**Work item**
An exact copy of every entry is needed, without the pictures.

**Records for the task**
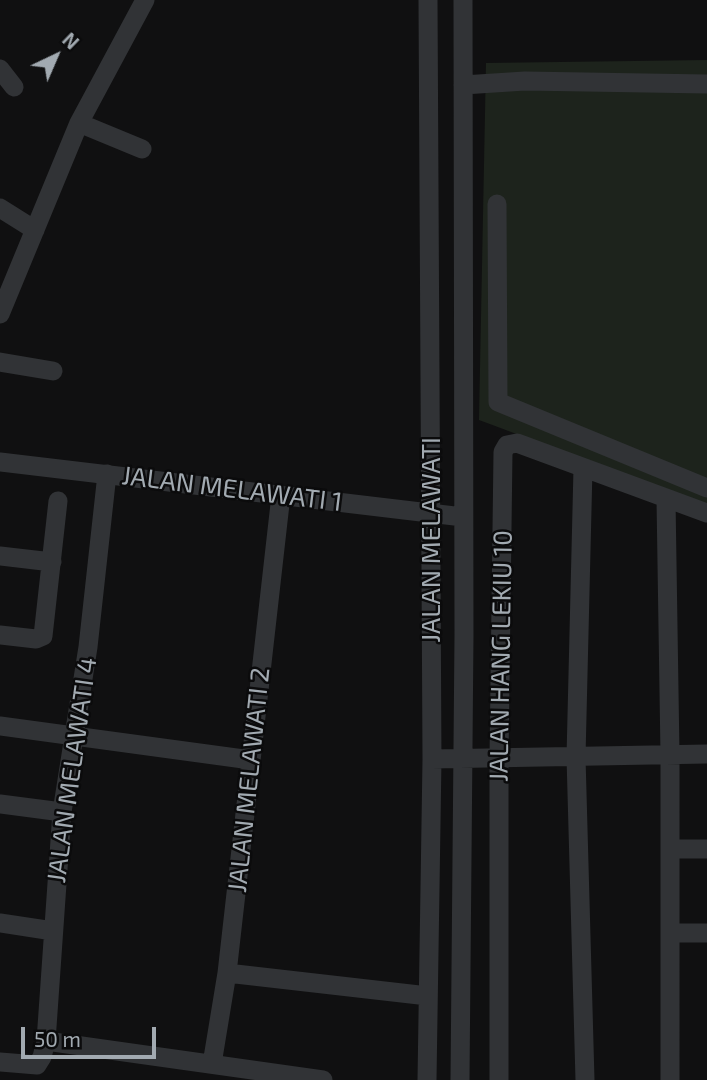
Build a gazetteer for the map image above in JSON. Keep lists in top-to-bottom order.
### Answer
{
  "streets": {
    "street": [
      "JALAN MELAWATI 1",
      "JALAN MELAWATI",
      "JALAN HANG LEKIU 10",
      "JALAN MELAWATI 4",
      "JALAN MELAWATI 2"
    ]
  },
  "crossings": [
    ["JALAN MELAWATI 1", "JALAN MELAWATI"],
    ["JALAN MELAWATI 1", "JALAN MELAWATI 4"],
    ["JALAN MELAWATI 1", "JALAN MELAWATI 2"]
  ],
  "scale_bar": "50 m",
  "north": "top right"
}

**Worked solution**
Build a gazetteer for the map image above in JSON. Keep lists in top-to-bottom order.
### Answer
{
  "streets": {
    "street": [
      "JALAN MELAWATI 1",
      "JALAN MELAWATI",
      "JALAN HANG LEKIU 10",
      "JALAN MELAWATI 4",
      "JALAN MELAWATI 2"
    ]
  },
  "crossings": [
    ["JALAN MELAWATI 1", "JALAN MELAWATI"],
    ["JALAN MELAWATI 1", "JALAN MELAWATI 4"],
    ["JALAN MELAWATI 1", "JALAN MELAWATI 2"]
  ],
  "scale_bar": "50 m",
  "north": "top right"
}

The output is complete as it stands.